In questi giorni la Bpm fa ancora parlare di sé per via dello scontro interno fra Roberto Mazzotta, numero uno dell’istituto e artefice della crescita del gruppo, e il fronte dei dipendenti soci. Nodo del contendere la scelta fra un’aggregazione che potrebbe trasformare la banca o l’alternativa della crescita autonoma per vie interne.
Un importante articolo pubblicato stamane da Repubblica fa due calcoli sugli alleati di Mazzotta. Sosterrebbero il presidente (oltre ai probabili sostenitori della Bpm 360 gradi, dei dipendenti non soci, dei francesi del Credit Mutuel) soprattutto, i membri della Uilca che ha sottratto un certo numero di iscritti alla Fabi, altra associazione di rappresentanza interna alla banca.
Dall’altro lato della barricata stanno invece i dipendenti soci che costituiscono una sorta di fronte interno del dissenso, che da sempre ha un peso notevole nei processi decisionali del gruppo. Secondo Repubblica, Mazzotta, adesso, starebbe prendendo tempo. Qualche aggiustamento potrebbe catapultare al dopo bilancio il braccio di ferro definitivo.
Nel frattempo a Modena il primo round fra il presidente della Bper Guido Leoni e il riottoso Giampiero Samorì si è concluso con una vittoria decisa del primo. Leoni ha ottenuto il plauso dei soci e l’appoggio alle strategie che hanno guidato la Bper per 32 anni.
Ora l’avvocato Samorì promette nuove battaglie, ma la vittoria di Leoni potrebbe riaprire la strada per Milano.

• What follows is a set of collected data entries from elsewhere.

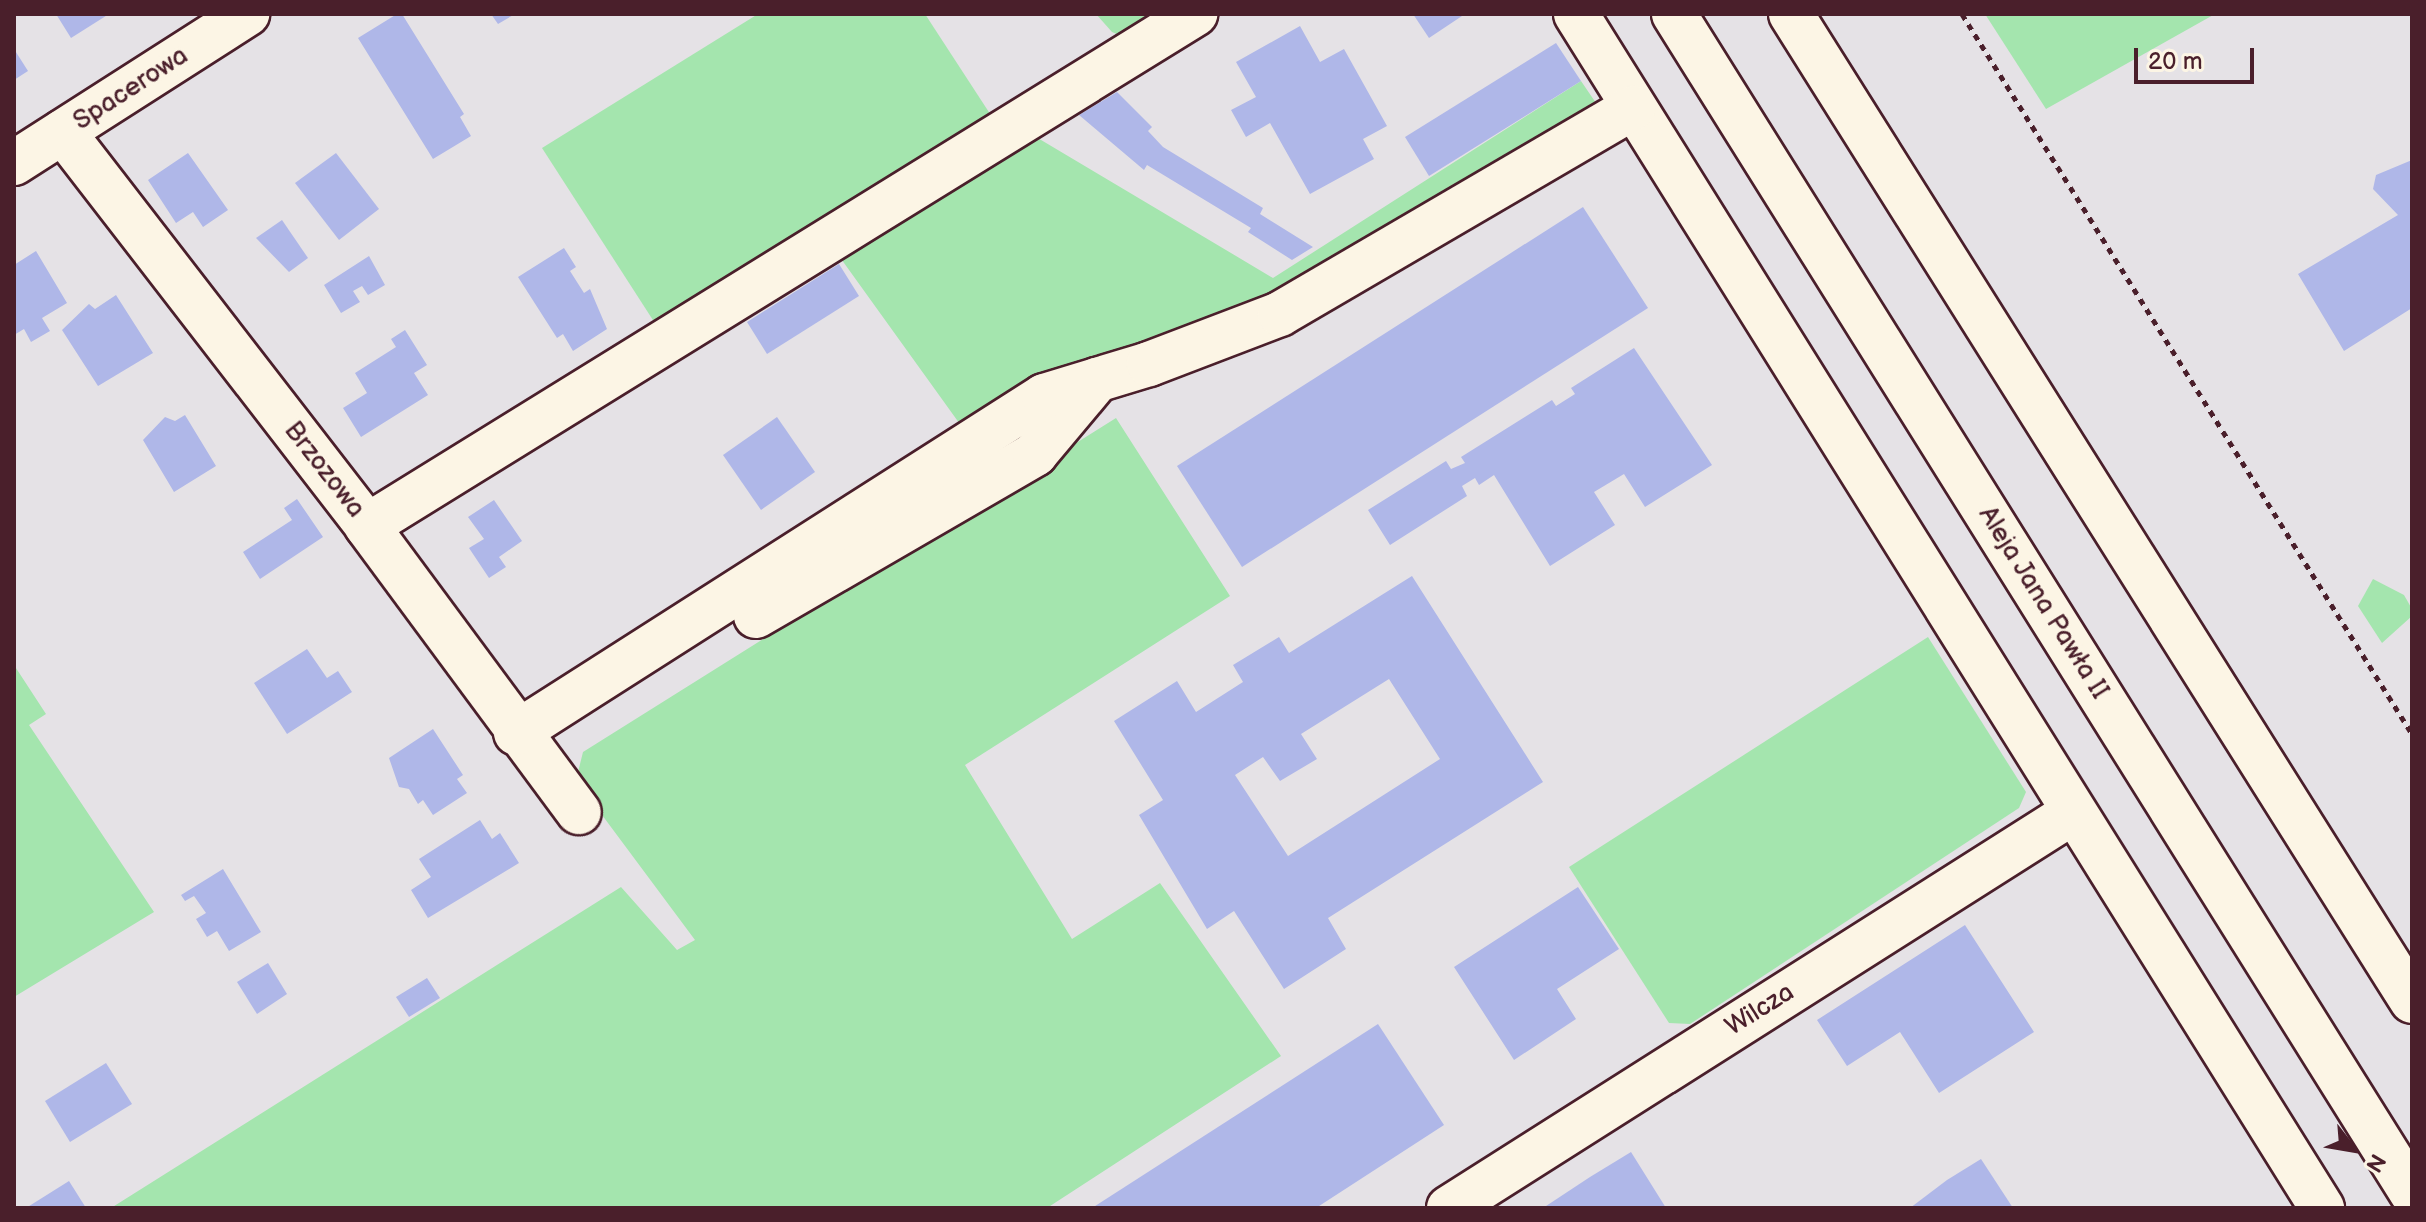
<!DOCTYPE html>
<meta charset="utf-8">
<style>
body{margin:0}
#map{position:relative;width:2426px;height:1222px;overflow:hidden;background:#e5e2e6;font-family:"Balsamiq Sans",sans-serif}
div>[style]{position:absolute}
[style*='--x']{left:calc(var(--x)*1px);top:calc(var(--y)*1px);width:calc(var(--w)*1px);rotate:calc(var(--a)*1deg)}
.green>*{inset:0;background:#a4e5ae}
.building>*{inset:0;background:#afb7e8}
.path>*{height:5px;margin-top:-2.5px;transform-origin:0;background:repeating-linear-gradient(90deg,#4a1f2b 0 6px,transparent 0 12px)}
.roads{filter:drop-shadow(2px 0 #4a1f2b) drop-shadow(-2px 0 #4a1f2b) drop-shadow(0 2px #4a1f2b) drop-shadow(0 -2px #4a1f2b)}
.minor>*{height:44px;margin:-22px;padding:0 22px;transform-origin:22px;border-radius:22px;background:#fcf5e5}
.major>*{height:44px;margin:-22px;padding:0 22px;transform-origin:22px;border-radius:22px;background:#fcf5e5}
span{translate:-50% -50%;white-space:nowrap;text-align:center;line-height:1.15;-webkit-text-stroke:6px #fcf5e5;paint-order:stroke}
.street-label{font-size:26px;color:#4a1f2b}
.frame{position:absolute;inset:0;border:16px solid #4a1f2b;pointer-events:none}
.north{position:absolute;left:2314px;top:1110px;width:80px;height:80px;-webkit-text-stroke:6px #fcf5e5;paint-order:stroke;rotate:121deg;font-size:22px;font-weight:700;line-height:32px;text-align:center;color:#4a1f2b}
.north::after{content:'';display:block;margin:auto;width:28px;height:36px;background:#4a1f2b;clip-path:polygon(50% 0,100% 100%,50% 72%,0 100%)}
.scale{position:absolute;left:2134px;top:48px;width:120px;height:36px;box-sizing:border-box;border:4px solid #4a1f2b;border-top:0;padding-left:10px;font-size:24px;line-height:28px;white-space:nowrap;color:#4a1f2b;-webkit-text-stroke:6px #fcf5e5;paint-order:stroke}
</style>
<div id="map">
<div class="green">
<i style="clip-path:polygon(758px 14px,925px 14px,996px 123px,660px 331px,542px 148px)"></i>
<i style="clip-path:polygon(1096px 14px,1166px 14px,1126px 38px,1112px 32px)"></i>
<i style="clip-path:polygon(1985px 14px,2215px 14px,2046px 109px)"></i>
<i style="clip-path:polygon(1581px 81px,1596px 103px,1509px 164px,1312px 285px,1124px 355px,1063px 367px,962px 427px,839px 256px,1031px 134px,1273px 278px)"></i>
<i style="clip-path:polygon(1116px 418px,1230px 596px,965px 765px,1072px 939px,1160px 883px,1281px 1056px,1047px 1208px,111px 1208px,621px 887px,677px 950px,695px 940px,576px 780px,583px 752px)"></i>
<i style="clip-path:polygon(2373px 579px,2404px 595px,2412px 609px,2412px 616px,2382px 643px,2358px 606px)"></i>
<i style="clip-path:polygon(1928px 637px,2026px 792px,2019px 808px,1690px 1024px,1669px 1023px,1569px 867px)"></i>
<i style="clip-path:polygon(14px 665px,46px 714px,29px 725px,154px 912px,14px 997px)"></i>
</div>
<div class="building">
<i style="clip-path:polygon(56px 14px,109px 14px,71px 38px)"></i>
<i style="clip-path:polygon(397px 14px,402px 14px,464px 114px,460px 117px,471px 136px,433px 159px,358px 38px)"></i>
<i style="clip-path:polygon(491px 14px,515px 14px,498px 24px)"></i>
<i style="clip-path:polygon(1413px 14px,1465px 14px,1429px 38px)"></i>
<i style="clip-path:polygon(1300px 26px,1320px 62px,1344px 49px,1387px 126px,1363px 139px,1374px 159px,1310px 194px,1270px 123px,1246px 137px,1231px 110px,1256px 97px,1236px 62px)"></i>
<i style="clip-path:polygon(1556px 43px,1581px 81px,1429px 176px,1405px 137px)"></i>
<i style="clip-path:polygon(14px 49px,28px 71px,14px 80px)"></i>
<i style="clip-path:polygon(1117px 92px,1152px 127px,1148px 131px,1163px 147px,1263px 208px,1260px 214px,1313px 247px,1292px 260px,1248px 232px,1251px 228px,1147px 165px,1144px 170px,1079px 115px)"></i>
<i style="clip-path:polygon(188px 153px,228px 210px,203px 227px,193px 212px,176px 223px,148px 180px)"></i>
<i style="clip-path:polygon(336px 153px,379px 209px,339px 240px,295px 183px)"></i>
<i style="clip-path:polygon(2412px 160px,2412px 308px,2344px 351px,2298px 274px,2398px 215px,2373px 189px,2376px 175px)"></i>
<i style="clip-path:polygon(1583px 207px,1648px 308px,1242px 567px,1177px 466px)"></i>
<i style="clip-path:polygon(282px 220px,308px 258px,289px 272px,256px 238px)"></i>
<i style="clip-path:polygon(564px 248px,576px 267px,570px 271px,584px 293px,590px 289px,607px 329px,573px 351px,563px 334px,557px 338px,518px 277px)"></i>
<i style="clip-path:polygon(36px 251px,67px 303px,42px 318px,50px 331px,31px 342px,24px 329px,14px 335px,14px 265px)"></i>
<i style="clip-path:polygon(369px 256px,385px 285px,368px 295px,362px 286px,353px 291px,360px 302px,341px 313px,324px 285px)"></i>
<i style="clip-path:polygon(839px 264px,859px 296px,767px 354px,747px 322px)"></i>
<i style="clip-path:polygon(116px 295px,153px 353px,98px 386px,62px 330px,89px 304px,95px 309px)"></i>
<i style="clip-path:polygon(405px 330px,427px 365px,414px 373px,428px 395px,361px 437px,343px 408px,367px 393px,355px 373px,396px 347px,391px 339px)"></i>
<i style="clip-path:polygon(1634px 348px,1712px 465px,1645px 507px,1624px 474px,1594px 492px,1615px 525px,1550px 566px,1494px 475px,1479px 485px,1475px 478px,1462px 486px,1467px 496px,1390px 545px,1368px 510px,1446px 461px,1451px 469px,1465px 463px,1461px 457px,1552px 400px,1556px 406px,1575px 394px,1571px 388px)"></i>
<i style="clip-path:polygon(185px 415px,216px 466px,174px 492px,143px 440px,165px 417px,175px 421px)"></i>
<i style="clip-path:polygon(777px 417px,815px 472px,761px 510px,723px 455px)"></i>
<i style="clip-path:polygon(297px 499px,323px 537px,260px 579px,243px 552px,292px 520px,284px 508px)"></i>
<i style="clip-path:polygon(494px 500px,522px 541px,499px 557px,506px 567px,489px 578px,469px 548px,484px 539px,468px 517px)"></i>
<i style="clip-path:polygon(evenodd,1412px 576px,1543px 782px,1328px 918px,1346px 949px,1284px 989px,1234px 911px,1207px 929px,1139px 815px,1163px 800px,1114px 721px,1177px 681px,1196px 712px,1243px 682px,1233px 665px,1279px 637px,1289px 653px,1412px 576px,1389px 679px,1440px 759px,1288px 856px,1235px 775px,1263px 757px,1280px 781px,1317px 759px,1301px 734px,1389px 679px)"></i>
<i style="clip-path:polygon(307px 649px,327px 678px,338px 671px,352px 692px,287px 734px,254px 683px)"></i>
<i style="clip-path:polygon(433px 729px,463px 775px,457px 779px,467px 793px,433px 815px,423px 800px,418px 804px,409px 789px,399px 787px,389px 758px)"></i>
<i style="clip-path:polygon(480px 820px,492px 839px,500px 833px,519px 863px,428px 918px,411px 890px,431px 877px,419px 859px)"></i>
<i style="clip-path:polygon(223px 869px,261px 932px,229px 951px,217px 931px,207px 937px,196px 919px,206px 913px,194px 896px,185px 901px,181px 895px)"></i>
<i style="clip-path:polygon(1578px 887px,1619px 949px,1557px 989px,1576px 1019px,1514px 1060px,1454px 967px)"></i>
<i style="clip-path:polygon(1965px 925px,2034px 1032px,1939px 1093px,1900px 1032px,1847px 1066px,1817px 1020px)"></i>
<i style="clip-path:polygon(268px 963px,287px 994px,257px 1014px,237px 982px)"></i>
<i style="clip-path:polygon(427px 978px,440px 998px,409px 1017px,396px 997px)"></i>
<i style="clip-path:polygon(1378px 1024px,1444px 1125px,1316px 1208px,1092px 1208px)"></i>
<i style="clip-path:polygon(106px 1063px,132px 1104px,70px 1142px,45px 1101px)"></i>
<i style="clip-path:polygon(1631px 1152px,1666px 1208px,1543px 1208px,1590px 1177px)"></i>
<i style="clip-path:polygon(1981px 1159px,2013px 1208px,1910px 1208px,1947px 1180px)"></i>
<i style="clip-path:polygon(69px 1181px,86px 1208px,26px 1208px)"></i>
</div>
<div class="path">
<i style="--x:1962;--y:14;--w:849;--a:57.99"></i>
</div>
<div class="roads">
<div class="minor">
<i style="--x:1576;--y:14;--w:1408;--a:58"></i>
<i style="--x:63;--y:132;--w:498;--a:52.3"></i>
<i style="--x:367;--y:526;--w:356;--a:53.5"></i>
<i style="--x:14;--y:163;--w:277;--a:-32.6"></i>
<i style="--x:367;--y:526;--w:974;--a:-31.73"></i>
<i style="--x:756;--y:616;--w:323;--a:-30.1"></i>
<i style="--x:1035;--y:454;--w:97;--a:-50"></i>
<i style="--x:516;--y:733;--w:626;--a:-32.55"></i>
<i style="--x:1044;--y:396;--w:110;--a:-16.9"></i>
<i style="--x:1149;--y:364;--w:140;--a:-20.9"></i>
<i style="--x:1280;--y:314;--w:409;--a:-30.3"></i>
<i style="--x:1449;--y:1208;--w:738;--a:-32.38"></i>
</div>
<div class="major">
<i style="--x:1674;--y:14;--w:1391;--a:57.96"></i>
<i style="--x:1791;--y:14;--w:1166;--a:57.82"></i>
</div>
</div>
<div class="street-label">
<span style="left:131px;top:89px;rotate:-33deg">Spacerowa</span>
<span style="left:324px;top:470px;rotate:52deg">Brzozowa</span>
<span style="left:2043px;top:603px;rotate:58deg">Aleja Jana Pawła II</span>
<span style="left:1760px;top:1010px;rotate:-32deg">Wilcza</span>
</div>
<div class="frame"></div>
<div class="north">N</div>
<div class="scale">20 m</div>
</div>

Tanto Mazzotta che Leoni sono stati, infatti, forti promotori del progetto di fusione. Adesso fioriscono, soprattutto a Milano le sigle e le posizioni anche personali. In gioco, però, rimane soprattutto il futuro di una fetta consistente del credito cooperativo italiano. Più che un modello di governance, un modello di banca.